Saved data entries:
= = = = =

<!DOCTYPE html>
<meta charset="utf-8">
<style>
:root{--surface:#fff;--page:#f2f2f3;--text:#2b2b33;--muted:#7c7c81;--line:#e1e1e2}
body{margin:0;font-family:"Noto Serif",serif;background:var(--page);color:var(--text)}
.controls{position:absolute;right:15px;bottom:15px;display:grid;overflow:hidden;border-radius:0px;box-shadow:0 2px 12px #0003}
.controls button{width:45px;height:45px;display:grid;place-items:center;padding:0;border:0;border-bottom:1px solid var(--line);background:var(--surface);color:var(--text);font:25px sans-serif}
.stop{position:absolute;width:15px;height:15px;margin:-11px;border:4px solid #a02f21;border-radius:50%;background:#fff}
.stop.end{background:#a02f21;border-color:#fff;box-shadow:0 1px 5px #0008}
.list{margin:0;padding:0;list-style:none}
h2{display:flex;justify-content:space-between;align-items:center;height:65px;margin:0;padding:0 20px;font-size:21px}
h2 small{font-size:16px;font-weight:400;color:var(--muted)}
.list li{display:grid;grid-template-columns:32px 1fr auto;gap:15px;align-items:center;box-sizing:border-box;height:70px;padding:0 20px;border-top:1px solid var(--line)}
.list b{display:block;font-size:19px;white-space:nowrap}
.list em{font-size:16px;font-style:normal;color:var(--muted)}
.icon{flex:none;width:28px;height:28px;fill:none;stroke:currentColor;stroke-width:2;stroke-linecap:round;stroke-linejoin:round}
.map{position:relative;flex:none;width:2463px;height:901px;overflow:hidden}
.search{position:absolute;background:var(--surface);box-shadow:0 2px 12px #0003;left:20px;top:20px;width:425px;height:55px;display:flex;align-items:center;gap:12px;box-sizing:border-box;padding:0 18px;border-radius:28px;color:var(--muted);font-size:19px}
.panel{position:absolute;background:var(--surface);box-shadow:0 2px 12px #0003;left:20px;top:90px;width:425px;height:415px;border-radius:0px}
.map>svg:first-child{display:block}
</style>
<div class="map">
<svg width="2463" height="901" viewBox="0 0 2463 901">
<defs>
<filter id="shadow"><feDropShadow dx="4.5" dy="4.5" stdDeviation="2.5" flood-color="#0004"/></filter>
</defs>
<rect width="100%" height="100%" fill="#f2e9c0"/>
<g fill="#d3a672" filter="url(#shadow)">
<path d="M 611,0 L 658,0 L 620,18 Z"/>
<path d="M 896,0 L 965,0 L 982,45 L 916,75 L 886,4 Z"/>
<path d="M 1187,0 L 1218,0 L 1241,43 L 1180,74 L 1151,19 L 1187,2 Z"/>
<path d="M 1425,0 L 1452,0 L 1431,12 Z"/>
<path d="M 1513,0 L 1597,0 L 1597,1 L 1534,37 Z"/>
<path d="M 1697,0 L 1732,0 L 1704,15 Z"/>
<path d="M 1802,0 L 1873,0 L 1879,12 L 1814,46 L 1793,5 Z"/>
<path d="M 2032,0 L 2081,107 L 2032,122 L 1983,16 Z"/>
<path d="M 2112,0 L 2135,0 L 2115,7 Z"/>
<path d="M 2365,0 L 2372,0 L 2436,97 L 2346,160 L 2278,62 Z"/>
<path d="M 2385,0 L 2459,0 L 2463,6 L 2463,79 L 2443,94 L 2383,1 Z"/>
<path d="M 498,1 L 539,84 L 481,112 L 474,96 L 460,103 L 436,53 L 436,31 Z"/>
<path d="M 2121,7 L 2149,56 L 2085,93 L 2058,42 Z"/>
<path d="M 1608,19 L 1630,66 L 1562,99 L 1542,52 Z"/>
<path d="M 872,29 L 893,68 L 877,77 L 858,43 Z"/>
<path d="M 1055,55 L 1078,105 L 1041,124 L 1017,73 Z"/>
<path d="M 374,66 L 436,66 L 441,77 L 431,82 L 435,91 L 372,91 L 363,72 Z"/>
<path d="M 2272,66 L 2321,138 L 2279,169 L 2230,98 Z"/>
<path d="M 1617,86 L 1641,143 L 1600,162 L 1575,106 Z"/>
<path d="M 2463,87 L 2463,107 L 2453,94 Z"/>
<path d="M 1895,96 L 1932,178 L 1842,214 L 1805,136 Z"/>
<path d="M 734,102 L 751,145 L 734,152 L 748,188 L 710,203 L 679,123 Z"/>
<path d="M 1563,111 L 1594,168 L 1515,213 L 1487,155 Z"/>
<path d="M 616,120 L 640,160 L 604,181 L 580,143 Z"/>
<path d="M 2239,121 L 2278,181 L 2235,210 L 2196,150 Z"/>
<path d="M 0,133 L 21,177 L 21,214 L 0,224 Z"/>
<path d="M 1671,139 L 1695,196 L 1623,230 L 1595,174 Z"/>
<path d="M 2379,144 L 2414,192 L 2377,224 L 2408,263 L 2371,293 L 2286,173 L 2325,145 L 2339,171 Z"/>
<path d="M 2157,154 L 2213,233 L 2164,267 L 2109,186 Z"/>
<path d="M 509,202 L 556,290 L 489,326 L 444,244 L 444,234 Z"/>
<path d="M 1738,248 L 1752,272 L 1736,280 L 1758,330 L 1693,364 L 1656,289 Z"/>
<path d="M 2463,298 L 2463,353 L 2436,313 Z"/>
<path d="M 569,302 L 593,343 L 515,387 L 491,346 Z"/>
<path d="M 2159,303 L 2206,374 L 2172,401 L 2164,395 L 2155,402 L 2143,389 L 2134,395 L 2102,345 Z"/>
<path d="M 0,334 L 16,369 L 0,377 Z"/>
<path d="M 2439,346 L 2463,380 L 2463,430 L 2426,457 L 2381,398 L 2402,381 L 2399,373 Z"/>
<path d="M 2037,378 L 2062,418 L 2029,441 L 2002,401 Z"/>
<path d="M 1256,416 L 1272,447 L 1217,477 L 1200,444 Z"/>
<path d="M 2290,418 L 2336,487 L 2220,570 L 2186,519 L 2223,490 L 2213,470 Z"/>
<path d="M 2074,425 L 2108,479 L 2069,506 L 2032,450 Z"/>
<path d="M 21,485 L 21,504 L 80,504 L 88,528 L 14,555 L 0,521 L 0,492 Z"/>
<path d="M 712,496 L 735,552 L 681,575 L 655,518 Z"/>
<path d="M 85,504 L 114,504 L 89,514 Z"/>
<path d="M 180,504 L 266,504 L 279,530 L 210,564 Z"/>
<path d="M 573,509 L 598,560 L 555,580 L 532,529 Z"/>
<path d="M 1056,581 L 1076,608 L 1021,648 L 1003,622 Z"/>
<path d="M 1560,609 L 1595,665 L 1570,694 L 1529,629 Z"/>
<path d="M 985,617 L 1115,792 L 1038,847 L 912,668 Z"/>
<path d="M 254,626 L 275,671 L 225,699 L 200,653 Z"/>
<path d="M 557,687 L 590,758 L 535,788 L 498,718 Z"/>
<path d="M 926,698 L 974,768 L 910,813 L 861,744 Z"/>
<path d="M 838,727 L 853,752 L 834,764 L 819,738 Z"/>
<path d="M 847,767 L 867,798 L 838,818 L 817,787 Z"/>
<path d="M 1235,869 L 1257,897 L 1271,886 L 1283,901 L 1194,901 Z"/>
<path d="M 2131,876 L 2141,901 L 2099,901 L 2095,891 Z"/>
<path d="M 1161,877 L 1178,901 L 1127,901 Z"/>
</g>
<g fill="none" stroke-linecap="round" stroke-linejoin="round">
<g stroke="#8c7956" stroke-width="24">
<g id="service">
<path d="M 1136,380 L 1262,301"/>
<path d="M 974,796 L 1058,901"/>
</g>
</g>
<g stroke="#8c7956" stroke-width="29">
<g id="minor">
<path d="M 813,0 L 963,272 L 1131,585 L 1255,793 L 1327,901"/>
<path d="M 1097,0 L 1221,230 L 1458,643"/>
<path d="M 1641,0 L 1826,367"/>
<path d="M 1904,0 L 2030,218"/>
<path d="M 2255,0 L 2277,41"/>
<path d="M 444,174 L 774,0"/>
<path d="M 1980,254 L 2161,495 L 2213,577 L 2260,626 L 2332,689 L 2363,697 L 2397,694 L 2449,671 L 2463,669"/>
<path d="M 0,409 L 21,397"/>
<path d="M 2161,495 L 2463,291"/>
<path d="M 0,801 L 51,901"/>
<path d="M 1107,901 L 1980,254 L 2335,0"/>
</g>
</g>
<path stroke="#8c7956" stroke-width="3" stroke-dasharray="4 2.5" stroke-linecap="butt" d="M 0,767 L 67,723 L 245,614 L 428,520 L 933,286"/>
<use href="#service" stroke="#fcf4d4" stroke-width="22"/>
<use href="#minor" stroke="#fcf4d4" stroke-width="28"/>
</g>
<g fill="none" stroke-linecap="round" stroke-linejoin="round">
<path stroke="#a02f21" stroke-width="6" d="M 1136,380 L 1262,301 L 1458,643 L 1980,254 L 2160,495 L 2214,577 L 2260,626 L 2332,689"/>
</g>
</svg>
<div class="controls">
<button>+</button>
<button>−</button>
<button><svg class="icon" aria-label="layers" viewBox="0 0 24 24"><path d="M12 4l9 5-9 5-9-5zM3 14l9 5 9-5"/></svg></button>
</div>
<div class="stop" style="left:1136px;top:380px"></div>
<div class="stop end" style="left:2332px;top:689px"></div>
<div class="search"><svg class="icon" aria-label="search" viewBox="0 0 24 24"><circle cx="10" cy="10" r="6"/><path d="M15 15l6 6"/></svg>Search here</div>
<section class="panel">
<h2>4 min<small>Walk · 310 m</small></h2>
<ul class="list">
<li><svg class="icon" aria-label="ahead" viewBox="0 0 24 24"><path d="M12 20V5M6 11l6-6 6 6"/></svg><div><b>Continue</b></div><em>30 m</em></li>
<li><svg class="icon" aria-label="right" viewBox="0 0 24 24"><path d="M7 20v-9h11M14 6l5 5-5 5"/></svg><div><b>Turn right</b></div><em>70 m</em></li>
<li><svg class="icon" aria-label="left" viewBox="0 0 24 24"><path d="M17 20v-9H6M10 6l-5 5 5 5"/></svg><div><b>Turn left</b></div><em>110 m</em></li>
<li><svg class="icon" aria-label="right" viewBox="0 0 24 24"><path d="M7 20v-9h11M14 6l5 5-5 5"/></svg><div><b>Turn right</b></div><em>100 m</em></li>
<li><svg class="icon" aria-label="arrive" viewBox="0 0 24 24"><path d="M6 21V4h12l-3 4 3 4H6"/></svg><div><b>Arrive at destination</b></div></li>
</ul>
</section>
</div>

= = = = =

Work item: Show every line in the entries where the string "filter" occurs.

Response:
<filter id="shadow"><feDropShadow dx="4.5" dy="4.5" stdDeviation="2.5" flood-color="#0004"/></filter>
<g fill="#d3a672" filter="url(#shadow)">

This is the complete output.